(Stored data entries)
════

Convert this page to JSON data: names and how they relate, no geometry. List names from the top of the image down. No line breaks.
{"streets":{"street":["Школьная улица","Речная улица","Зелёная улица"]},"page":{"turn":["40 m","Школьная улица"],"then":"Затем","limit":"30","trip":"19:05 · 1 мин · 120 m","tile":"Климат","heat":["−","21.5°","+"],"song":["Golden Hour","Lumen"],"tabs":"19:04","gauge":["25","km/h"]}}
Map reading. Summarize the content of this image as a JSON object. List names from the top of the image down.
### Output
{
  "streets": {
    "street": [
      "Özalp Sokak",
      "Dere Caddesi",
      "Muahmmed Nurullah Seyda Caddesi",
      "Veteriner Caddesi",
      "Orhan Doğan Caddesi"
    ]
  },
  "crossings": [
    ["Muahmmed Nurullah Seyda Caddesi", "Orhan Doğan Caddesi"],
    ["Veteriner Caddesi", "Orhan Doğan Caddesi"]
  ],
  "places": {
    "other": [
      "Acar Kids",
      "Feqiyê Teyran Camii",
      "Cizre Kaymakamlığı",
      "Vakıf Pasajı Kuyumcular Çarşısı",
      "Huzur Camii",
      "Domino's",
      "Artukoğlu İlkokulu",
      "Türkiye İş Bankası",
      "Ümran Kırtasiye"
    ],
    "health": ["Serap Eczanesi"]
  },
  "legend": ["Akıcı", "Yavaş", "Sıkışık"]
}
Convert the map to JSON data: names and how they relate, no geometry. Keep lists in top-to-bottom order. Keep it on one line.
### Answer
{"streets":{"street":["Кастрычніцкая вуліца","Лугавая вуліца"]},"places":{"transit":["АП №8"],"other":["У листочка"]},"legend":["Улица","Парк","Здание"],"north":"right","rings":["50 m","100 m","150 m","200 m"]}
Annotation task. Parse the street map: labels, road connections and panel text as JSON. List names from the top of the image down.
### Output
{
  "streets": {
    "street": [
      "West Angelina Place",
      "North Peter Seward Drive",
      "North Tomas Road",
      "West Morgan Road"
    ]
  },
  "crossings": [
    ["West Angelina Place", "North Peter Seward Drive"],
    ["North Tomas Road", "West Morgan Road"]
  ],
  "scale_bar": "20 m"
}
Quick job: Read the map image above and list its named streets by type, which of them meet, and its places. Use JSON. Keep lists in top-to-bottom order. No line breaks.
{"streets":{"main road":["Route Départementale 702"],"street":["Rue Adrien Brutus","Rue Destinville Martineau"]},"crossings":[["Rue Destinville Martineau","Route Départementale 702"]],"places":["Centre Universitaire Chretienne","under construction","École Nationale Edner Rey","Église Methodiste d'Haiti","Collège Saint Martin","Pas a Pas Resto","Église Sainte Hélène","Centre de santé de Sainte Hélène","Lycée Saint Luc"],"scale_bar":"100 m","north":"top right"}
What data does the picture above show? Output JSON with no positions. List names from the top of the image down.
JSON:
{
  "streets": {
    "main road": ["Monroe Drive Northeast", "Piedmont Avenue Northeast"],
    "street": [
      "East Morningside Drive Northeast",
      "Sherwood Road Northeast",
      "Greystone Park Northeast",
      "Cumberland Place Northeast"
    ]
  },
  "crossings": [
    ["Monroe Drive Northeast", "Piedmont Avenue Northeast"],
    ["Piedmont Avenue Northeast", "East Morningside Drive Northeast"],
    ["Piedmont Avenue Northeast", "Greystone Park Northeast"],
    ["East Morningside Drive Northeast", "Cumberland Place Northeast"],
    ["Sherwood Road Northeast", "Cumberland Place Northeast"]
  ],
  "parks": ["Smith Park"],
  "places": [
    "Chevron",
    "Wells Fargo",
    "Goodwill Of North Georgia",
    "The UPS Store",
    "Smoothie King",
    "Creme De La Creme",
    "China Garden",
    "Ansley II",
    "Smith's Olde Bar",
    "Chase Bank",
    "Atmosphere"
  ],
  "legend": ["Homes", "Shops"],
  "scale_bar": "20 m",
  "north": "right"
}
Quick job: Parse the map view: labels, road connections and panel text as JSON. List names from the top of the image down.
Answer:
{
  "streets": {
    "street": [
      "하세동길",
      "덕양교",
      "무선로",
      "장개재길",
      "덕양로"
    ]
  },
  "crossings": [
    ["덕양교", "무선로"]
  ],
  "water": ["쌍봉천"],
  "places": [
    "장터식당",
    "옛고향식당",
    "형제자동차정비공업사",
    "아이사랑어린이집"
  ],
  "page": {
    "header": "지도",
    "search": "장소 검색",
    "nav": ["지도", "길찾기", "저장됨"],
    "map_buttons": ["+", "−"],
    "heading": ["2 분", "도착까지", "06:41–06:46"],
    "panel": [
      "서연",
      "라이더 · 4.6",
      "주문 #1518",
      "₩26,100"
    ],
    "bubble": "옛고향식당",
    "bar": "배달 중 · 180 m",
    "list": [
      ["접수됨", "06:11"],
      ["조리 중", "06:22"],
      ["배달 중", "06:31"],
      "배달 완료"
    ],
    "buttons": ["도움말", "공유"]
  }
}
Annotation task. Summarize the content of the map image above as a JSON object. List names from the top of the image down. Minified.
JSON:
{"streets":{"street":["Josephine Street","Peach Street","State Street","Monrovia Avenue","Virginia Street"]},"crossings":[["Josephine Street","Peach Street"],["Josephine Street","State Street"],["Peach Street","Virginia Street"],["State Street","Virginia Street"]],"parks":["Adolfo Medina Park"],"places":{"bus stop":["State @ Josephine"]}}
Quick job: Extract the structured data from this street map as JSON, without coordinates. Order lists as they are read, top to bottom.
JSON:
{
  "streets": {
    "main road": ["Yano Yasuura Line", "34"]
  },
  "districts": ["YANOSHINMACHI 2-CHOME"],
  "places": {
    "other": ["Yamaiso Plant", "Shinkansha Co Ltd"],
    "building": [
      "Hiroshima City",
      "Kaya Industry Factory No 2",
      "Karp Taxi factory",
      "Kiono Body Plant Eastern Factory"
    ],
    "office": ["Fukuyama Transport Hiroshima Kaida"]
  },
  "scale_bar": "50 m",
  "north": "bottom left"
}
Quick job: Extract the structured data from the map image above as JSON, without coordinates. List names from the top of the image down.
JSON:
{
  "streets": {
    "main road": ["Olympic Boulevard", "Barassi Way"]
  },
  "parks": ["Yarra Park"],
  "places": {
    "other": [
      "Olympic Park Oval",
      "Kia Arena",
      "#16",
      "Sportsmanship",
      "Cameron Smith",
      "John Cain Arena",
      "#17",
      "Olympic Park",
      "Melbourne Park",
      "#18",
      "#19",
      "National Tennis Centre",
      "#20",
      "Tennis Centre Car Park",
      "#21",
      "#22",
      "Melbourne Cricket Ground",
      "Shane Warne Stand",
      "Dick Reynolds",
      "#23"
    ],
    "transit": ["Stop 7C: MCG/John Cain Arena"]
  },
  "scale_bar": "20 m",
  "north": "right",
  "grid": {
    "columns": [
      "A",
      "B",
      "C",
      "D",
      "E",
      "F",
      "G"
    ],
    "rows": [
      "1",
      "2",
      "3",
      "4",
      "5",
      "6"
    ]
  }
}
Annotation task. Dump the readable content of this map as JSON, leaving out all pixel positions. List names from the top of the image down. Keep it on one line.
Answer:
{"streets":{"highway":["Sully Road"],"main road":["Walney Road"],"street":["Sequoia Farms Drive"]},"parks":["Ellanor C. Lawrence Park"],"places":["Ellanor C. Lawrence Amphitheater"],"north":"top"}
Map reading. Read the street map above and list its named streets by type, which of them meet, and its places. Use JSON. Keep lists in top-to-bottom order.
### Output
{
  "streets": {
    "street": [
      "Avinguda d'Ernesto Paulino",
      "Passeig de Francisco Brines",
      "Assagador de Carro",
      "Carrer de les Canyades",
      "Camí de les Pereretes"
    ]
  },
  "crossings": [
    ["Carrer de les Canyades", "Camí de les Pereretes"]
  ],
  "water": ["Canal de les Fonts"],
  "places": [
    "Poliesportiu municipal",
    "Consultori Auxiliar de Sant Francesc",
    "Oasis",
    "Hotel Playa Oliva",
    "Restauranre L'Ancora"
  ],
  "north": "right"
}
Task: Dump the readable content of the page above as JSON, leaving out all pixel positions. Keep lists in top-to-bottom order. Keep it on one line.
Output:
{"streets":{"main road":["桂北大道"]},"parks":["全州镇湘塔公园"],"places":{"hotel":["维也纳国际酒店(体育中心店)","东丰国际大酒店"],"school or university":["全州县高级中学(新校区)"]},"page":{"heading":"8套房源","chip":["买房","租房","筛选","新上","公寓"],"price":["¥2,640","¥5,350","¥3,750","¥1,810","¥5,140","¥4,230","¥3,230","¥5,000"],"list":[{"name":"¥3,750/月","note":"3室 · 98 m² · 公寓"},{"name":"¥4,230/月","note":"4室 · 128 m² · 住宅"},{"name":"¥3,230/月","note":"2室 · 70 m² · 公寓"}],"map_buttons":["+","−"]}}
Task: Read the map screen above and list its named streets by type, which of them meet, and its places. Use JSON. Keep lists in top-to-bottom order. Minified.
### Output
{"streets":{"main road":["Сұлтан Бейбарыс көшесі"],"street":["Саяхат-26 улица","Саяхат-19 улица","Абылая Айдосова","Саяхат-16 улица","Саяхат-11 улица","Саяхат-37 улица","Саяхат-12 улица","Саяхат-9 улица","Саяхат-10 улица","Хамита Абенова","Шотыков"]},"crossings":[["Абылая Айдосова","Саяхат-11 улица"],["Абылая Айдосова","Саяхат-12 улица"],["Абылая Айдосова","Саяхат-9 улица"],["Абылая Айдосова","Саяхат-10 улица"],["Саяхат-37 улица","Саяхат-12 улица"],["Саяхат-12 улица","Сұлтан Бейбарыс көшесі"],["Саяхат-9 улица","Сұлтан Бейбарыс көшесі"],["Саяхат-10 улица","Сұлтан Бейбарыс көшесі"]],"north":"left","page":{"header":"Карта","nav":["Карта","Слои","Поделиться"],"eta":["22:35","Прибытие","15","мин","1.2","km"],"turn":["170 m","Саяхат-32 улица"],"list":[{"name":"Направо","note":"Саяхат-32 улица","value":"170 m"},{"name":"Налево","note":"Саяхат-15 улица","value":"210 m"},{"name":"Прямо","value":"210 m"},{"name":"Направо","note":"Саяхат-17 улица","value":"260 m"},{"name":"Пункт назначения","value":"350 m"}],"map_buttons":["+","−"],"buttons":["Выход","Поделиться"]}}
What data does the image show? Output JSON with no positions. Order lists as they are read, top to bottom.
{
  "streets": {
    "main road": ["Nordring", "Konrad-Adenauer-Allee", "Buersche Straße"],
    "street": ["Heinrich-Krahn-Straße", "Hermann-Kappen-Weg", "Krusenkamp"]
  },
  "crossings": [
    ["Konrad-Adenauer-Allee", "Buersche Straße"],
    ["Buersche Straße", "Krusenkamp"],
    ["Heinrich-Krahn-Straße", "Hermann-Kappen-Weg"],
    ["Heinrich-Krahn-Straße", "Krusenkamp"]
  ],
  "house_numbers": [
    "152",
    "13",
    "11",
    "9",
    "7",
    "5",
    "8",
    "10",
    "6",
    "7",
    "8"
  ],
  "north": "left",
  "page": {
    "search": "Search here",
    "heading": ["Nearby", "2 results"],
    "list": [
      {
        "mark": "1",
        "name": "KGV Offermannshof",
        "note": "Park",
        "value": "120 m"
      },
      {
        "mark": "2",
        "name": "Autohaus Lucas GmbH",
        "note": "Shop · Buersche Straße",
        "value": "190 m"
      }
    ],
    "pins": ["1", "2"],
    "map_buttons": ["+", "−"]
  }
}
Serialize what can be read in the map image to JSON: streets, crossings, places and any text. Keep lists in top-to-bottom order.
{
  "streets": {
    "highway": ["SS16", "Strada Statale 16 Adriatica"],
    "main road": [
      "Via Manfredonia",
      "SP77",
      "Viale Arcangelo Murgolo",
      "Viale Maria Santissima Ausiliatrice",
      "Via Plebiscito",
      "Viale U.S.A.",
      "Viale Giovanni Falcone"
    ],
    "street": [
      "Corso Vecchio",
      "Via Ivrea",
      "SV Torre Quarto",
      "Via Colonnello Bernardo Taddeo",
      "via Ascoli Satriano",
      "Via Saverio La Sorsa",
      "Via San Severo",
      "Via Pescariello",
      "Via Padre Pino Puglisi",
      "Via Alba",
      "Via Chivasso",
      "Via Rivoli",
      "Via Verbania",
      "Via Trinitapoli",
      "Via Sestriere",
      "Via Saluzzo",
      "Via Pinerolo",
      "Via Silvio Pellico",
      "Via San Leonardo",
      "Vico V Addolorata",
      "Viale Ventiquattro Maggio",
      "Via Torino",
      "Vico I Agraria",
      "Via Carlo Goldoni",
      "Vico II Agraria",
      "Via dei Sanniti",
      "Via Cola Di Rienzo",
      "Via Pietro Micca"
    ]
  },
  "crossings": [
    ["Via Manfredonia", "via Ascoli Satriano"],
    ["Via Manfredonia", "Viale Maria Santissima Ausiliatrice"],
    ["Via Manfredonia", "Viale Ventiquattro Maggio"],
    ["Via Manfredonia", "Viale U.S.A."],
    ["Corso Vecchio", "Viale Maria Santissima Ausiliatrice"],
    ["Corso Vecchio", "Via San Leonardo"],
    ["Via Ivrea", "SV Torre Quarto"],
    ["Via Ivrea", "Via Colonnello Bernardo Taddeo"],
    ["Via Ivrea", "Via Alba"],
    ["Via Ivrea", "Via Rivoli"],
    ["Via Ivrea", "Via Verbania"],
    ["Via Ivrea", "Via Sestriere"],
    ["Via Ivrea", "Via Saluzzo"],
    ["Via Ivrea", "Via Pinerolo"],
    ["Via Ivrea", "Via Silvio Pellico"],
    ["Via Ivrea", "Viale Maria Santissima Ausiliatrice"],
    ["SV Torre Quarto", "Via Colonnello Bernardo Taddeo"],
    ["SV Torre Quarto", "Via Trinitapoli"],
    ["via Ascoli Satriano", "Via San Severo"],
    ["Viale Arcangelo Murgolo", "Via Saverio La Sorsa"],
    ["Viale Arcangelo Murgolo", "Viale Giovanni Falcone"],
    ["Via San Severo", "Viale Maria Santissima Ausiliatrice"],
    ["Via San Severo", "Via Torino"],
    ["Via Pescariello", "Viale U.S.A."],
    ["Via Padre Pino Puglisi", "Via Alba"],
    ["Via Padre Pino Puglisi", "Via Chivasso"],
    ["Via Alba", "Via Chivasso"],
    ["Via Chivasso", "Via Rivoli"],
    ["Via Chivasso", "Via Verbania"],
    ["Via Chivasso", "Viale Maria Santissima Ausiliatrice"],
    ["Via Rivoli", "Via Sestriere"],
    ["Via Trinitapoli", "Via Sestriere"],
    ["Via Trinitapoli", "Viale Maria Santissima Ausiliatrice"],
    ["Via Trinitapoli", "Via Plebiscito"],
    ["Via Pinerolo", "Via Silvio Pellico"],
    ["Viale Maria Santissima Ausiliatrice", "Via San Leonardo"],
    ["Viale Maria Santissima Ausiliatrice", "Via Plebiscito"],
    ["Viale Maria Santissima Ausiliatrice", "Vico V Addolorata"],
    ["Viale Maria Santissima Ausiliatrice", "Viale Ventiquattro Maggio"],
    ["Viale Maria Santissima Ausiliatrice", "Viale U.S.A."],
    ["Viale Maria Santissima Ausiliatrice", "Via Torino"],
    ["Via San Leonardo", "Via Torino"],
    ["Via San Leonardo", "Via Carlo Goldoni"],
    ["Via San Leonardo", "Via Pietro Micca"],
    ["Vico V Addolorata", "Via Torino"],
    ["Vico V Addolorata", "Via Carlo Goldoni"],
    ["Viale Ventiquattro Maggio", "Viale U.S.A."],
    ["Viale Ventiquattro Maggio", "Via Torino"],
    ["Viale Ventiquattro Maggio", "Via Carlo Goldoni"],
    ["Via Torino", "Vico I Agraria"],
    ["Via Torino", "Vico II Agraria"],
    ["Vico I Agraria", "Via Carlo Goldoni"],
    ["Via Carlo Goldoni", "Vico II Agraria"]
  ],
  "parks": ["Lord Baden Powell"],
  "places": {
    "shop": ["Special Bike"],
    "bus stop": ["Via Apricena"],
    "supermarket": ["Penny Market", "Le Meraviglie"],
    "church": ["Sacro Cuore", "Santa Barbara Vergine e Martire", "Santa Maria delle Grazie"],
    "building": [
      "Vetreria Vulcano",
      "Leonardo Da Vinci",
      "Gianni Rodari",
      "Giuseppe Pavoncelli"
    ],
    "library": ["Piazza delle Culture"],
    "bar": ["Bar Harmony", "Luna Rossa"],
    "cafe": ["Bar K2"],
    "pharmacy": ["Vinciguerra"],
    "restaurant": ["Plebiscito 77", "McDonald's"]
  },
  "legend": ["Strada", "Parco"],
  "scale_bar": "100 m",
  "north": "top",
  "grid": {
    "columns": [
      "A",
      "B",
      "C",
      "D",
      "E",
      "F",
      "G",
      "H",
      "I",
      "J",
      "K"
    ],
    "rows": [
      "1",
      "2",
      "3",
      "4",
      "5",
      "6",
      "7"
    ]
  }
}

════

Nothing but the lines from the beginning of the records through the line with "Map reading. Summarize" should appear, each printed exactly.

**ANSWER SECTION:**
Convert this page to JSON data: names and how they relate, no geometry. List names from the top of the image down. No line breaks.
{"streets":{"street":["Школьная улица","Речная улица","Зелёная улица"]},"page":{"turn":["40 m","Школьная улица"],"then":"Затем","limit":"30","trip":"19:05 · 1 мин · 120 m","tile":"Климат","heat":["−","21.5°","+"],"song":["Golden Hour","Lumen"],"tabs":"19:04","gauge":["25","km/h"]}}
Map reading. Summarize the content of this image as a JSON object. List names from the top of the image down.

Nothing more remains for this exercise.